Voici quel avantage lui procure cette conversion vers Dieu : il a d'abord le sentiment de lui-même tant qu'il reste distinct de Dieu; mais s'il pénètre dans son for intérieur, il possède toutes choses, et, renonçant à avoir conscience de lui-même pour ne pas être distinct de Dieu, il ne fait qu'un avec lui. Dès qu'il désire voir quelque chose pour ainsi dire hors de lui-même, c'est lui-même qu'il considère extérieurement. Il faut que l'âme qui étudie Dieu s'en forme une idée en cherchant à le connaître ; il faut ensuite que, sachant à quelle grande chose elle veut s'unir, et persuadée qu'elle trouvera la béatitude dans cette union, elle se plonge dans les profondeurs de la divinité jusqu'à ce que, au lieu de se contenter de contempler le monde intelligible, elle devienne elle-même un objet de contemplation et brille de la clarté des conceptions qui ont là haut leur source.

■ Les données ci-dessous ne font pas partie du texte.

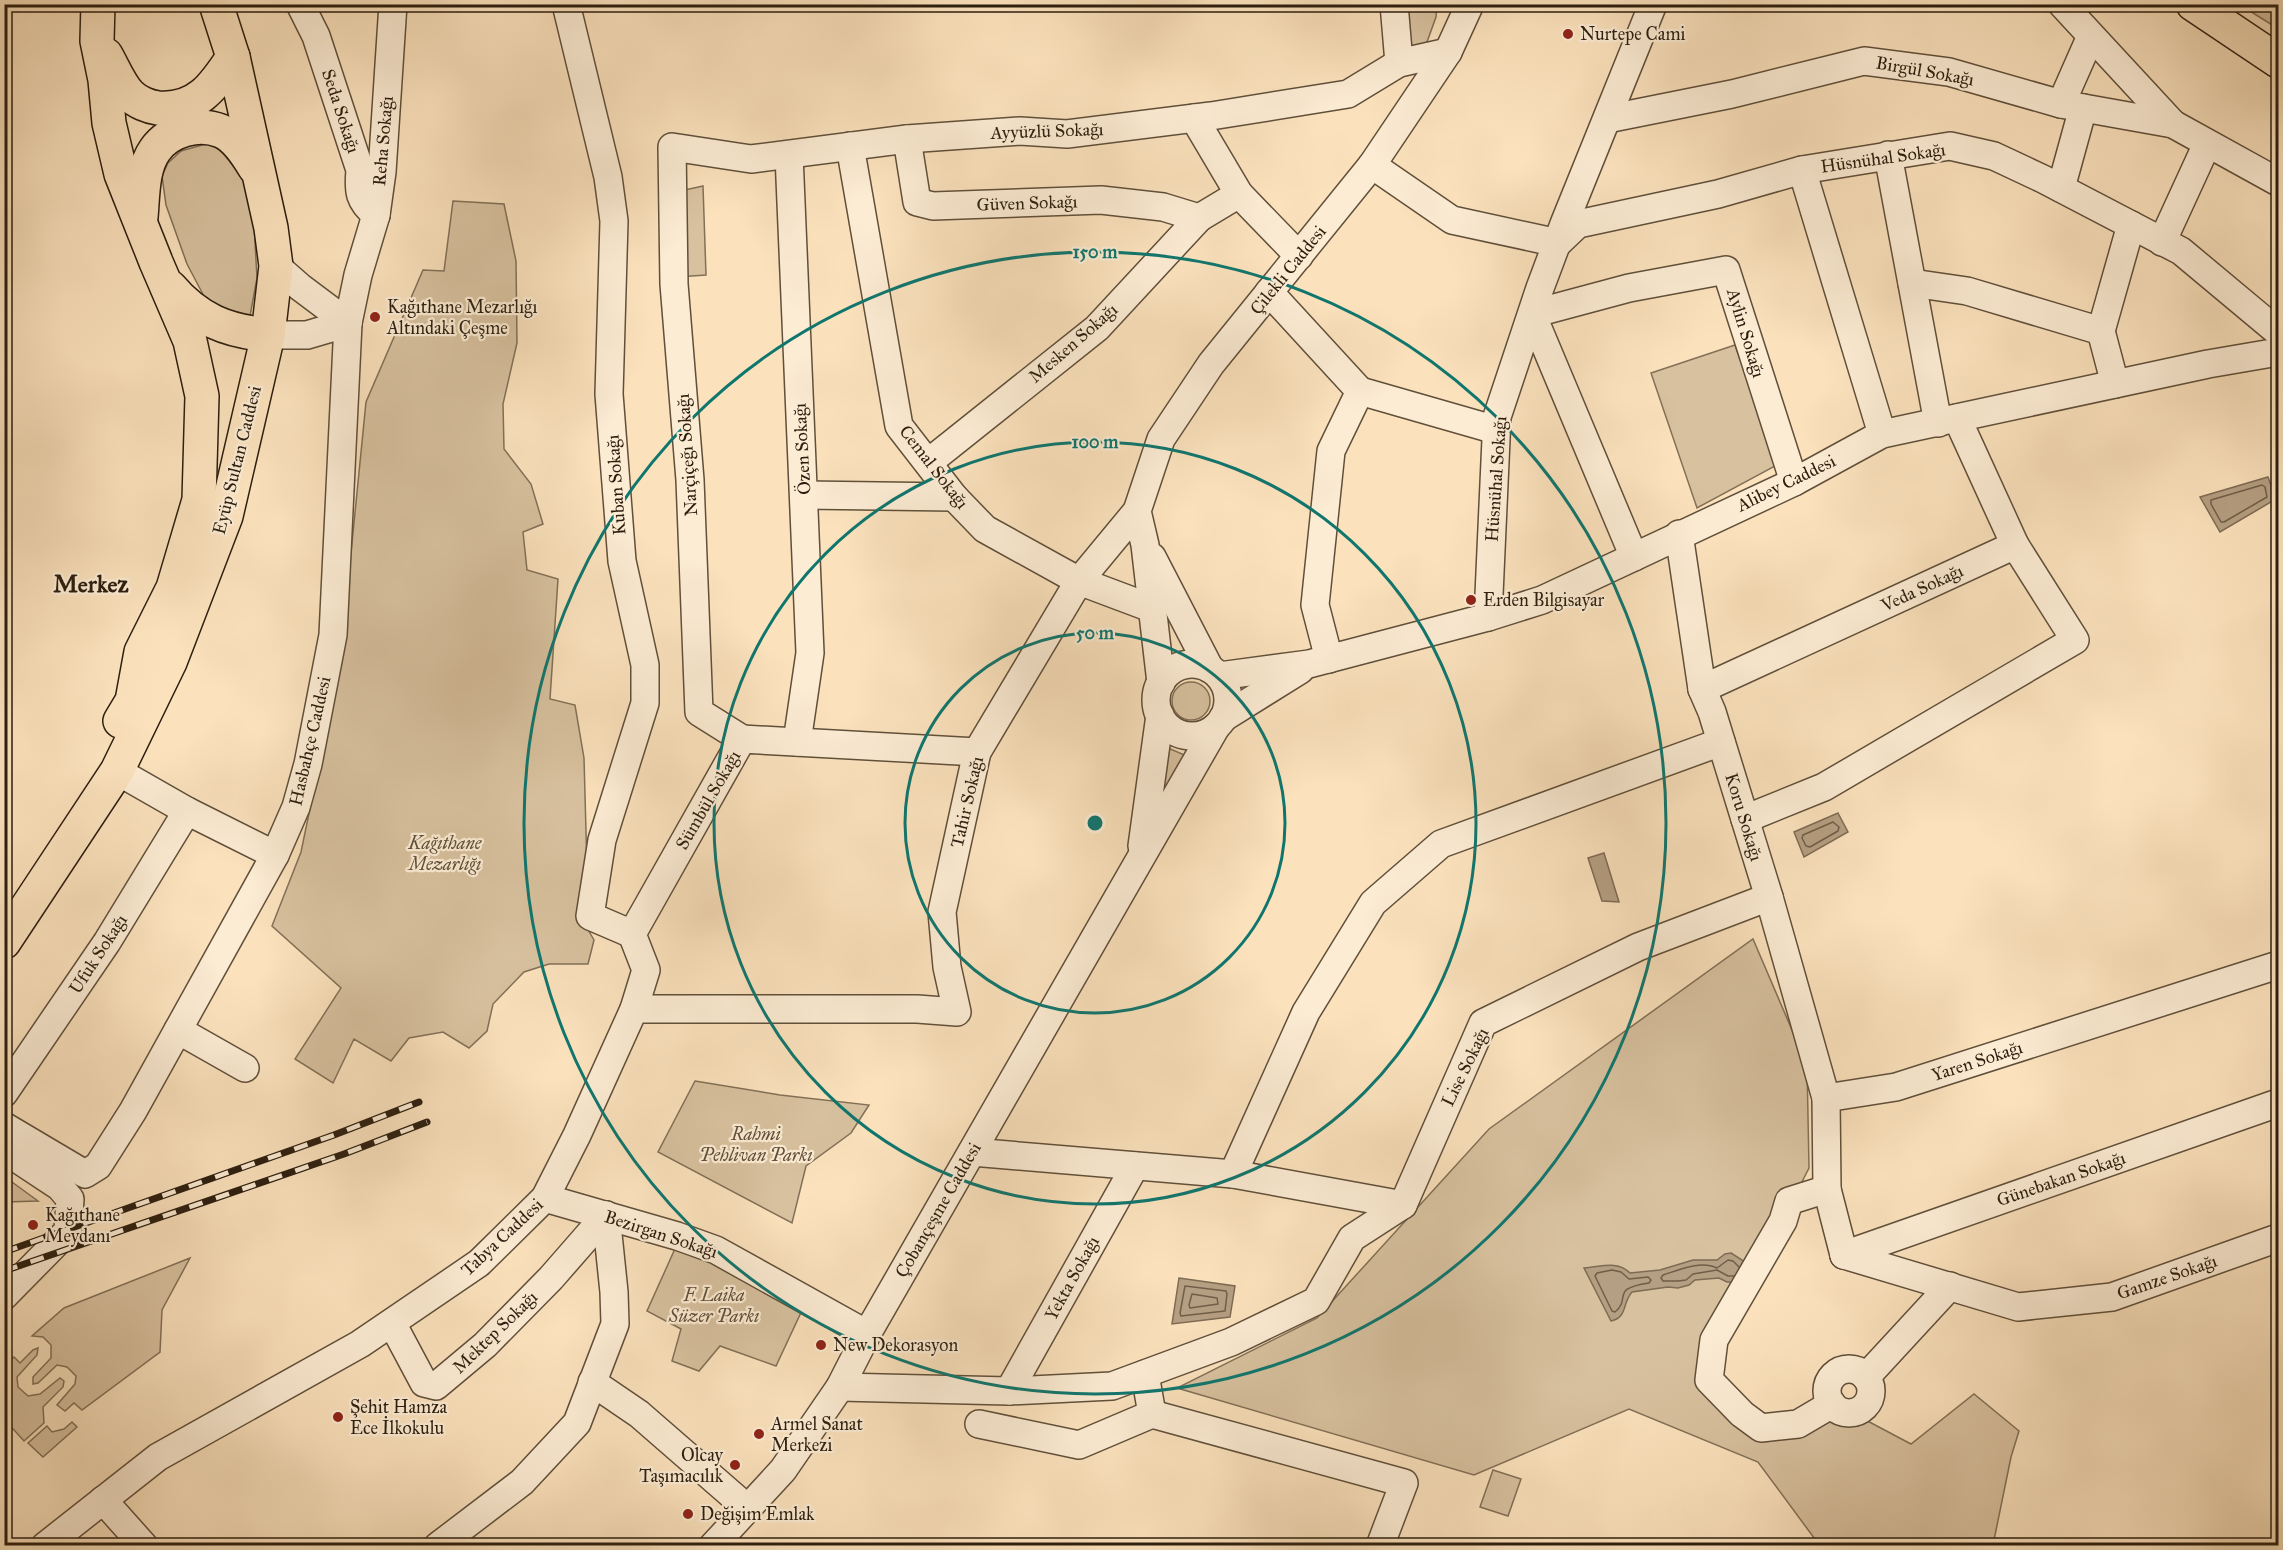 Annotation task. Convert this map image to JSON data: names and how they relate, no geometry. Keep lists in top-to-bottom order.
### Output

Comment donc peut-on être uni à la beauté sans la voir? Si on la voit comme une chose distincte de soi-même, on ne lui est pas encore uni. Si l'acte de la vision implique une relation avec un objet extérieur, il n'y a pas là de vision, ou du moins cette vision consiste dans l'identité de ce qui voit et de ce qui est vu. Cette vision est une espèce de conscience, de sentiment que l'on a de soi-même, en prenant garde de rompre son unité pour vouloir en avoir un sentiment trop vif. Il ne faut pas oublier d'ailleurs que les sensations des maux font des impressions plus fortes et donnent des connaissances plus faibles, parce que ces connaissances sont émoussées par la force des impressions. Ainsi, la maladie nous frappe vivement {mais ne nous laisse qu'une notion obscure} ; la santé, au contraire, grâce au calme qui la caractérise, nous donne une notion plus claire d'elle-même : car elle réside en nous tranquillement, parce qu'elle nous est propre, et elle ne fait qu'un avec nous; la maladie, au contraire, ne nous est point propre, mais étrangère; par conséquent, elle se manifeste vivement parce qu'elle est opposée à notre nature, tandis que nous n'avons alors qu'un sentiment faible de nous-mêmes et de ce qui nous appartient. L'état dans lequel nous nous saisissons le mieux, c'est celui dans lequel la connaissance que nous avons de nous-mêmes ne fait qu'un avec nous. Ainsi là-haut, au moment même où nous connaissons le mieux par l'intelligence, nous croyons ignorer, parce que nous consultons la sensation, qui nous affirme n'avoir rien vu; elle n'a rien vu, en effet, et elle ne saurait voir jamais rien de tel {que les intelligibles}. C'est donc la sensation qui doute ; mais celui qui a vu est tout autre que la sensation ; pour que celui-là doutât, il faudrait qu'il ne crût même plus à son existence : car il ne saurait se placer en quelque sorte hors de lui-même pour se considérer avec les yeux du corps.